▶ **What is expected**: Write out the records again exactly. Nothing should be dropped.

(Available records)

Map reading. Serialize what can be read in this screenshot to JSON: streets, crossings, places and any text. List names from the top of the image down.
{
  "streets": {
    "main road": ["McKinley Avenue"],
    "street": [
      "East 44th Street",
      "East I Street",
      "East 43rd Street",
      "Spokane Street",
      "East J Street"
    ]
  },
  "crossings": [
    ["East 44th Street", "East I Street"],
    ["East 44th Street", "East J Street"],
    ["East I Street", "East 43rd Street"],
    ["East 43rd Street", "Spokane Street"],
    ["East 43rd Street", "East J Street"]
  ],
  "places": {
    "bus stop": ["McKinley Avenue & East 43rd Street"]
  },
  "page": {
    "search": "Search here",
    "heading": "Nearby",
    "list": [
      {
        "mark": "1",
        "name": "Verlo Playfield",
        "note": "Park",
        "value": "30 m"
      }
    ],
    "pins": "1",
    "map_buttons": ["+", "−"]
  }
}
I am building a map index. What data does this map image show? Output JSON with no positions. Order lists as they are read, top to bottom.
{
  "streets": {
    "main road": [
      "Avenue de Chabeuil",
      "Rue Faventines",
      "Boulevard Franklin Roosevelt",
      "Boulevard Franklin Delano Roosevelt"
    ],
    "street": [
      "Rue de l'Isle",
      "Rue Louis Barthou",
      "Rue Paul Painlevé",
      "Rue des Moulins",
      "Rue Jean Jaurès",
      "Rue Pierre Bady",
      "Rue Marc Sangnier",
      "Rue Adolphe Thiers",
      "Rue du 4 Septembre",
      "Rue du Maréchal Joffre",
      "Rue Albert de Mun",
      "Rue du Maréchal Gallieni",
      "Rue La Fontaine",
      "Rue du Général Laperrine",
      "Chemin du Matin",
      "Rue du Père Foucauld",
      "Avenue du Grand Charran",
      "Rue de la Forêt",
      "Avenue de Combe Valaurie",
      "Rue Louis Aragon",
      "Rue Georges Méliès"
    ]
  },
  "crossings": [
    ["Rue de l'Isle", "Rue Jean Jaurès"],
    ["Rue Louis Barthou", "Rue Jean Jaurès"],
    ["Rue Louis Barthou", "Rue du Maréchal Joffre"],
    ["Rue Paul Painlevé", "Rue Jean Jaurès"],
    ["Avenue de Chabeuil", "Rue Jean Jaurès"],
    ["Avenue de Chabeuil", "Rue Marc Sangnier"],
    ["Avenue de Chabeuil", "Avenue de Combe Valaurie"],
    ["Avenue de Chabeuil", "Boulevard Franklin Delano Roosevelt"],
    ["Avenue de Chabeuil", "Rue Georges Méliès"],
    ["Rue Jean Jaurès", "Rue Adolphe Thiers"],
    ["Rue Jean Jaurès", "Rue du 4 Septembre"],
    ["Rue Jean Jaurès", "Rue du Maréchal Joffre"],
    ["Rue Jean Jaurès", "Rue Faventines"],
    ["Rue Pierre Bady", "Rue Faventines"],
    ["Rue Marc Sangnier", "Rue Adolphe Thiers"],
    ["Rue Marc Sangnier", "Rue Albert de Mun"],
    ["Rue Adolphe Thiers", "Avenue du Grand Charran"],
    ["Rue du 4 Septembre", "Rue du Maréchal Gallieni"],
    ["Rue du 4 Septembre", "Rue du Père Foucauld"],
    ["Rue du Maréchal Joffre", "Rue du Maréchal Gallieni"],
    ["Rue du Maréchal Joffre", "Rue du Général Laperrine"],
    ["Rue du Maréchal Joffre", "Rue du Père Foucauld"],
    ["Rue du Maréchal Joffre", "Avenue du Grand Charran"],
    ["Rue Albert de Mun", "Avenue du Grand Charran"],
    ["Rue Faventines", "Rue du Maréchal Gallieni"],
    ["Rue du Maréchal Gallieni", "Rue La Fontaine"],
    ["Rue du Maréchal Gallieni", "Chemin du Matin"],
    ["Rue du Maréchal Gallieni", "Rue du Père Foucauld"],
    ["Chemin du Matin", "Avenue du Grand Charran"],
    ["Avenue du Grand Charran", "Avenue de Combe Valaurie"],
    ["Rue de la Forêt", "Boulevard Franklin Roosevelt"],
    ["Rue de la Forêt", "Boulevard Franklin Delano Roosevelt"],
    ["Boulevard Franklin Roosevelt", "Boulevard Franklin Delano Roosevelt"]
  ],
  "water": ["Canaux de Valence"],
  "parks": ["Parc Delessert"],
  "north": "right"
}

(End Available records)

▶ **Your response**:
Map reading. Serialize what can be read in this screenshot to JSON: streets, crossings, places and any text. List names from the top of the image down.
{
  "streets": {
    "main road": ["McKinley Avenue"],
    "street": [
      "East 44th Street",
      "East I Street",
      "East 43rd Street",
      "Spokane Street",
      "East J Street"
    ]
  },
  "crossings": [
    ["East 44th Street", "East I Street"],
    ["East 44th Street", "East J Street"],
    ["East I Street", "East 43rd Street"],
    ["East 43rd Street", "Spokane Street"],
    ["East 43rd Street", "East J Street"]
  ],
  "places": {
    "bus stop": ["McKinley Avenue & East 43rd Street"]
  },
  "page": {
    "search": "Search here",
    "heading": "Nearby",
    "list": [
      {
        "mark": "1",
        "name": "Verlo Playfield",
        "note": "Park",
        "value": "30 m"
      }
    ],
    "pins": "1",
    "map_buttons": ["+", "−"]
  }
}
I am building a map index. What data does this map image show? Output JSON with no positions. Order lists as they are read, top to bottom.
{
  "streets": {
    "main road": [
      "Avenue de Chabeuil",
      "Rue Faventines",
      "Boulevard Franklin Roosevelt",
      "Boulevard Franklin Delano Roosevelt"
    ],
    "street": [
      "Rue de l'Isle",
      "Rue Louis Barthou",
      "Rue Paul Painlevé",
      "Rue des Moulins",
      "Rue Jean Jaurès",
      "Rue Pierre Bady",
      "Rue Marc Sangnier",
      "Rue Adolphe Thiers",
      "Rue du 4 Septembre",
      "Rue du Maréchal Joffre",
      "Rue Albert de Mun",
      "Rue du Maréchal Gallieni",
      "Rue La Fontaine",
      "Rue du Général Laperrine",
      "Chemin du Matin",
      "Rue du Père Foucauld",
      "Avenue du Grand Charran",
      "Rue de la Forêt",
      "Avenue de Combe Valaurie",
      "Rue Louis Aragon",
      "Rue Georges Méliès"
    ]
  },
  "crossings": [
    ["Rue de l'Isle", "Rue Jean Jaurès"],
    ["Rue Louis Barthou", "Rue Jean Jaurès"],
    ["Rue Louis Barthou", "Rue du Maréchal Joffre"],
    ["Rue Paul Painlevé", "Rue Jean Jaurès"],
    ["Avenue de Chabeuil", "Rue Jean Jaurès"],
    ["Avenue de Chabeuil", "Rue Marc Sangnier"],
    ["Avenue de Chabeuil", "Avenue de Combe Valaurie"],
    ["Avenue de Chabeuil", "Boulevard Franklin Delano Roosevelt"],
    ["Avenue de Chabeuil", "Rue Georges Méliès"],
    ["Rue Jean Jaurès", "Rue Adolphe Thiers"],
    ["Rue Jean Jaurès", "Rue du 4 Septembre"],
    ["Rue Jean Jaurès", "Rue du Maréchal Joffre"],
    ["Rue Jean Jaurès", "Rue Faventines"],
    ["Rue Pierre Bady", "Rue Faventines"],
    ["Rue Marc Sangnier", "Rue Adolphe Thiers"],
    ["Rue Marc Sangnier", "Rue Albert de Mun"],
    ["Rue Adolphe Thiers", "Avenue du Grand Charran"],
    ["Rue du 4 Septembre", "Rue du Maréchal Gallieni"],
    ["Rue du 4 Septembre", "Rue du Père Foucauld"],
    ["Rue du Maréchal Joffre", "Rue du Maréchal Gallieni"],
    ["Rue du Maréchal Joffre", "Rue du Général Laperrine"],
    ["Rue du Maréchal Joffre", "Rue du Père Foucauld"],
    ["Rue du Maréchal Joffre", "Avenue du Grand Charran"],
    ["Rue Albert de Mun", "Avenue du Grand Charran"],
    ["Rue Faventines", "Rue du Maréchal Gallieni"],
    ["Rue du Maréchal Gallieni", "Rue La Fontaine"],
    ["Rue du Maréchal Gallieni", "Chemin du Matin"],
    ["Rue du Maréchal Gallieni", "Rue du Père Foucauld"],
    ["Chemin du Matin", "Avenue du Grand Charran"],
    ["Avenue du Grand Charran", "Avenue de Combe Valaurie"],
    ["Rue de la Forêt", "Boulevard Franklin Roosevelt"],
    ["Rue de la Forêt", "Boulevard Franklin Delano Roosevelt"],
    ["Boulevard Franklin Roosevelt", "Boulevard Franklin Delano Roosevelt"]
  ],
  "water": ["Canaux de Valence"],
  "parks": ["Parc Delessert"],
  "north": "right"
}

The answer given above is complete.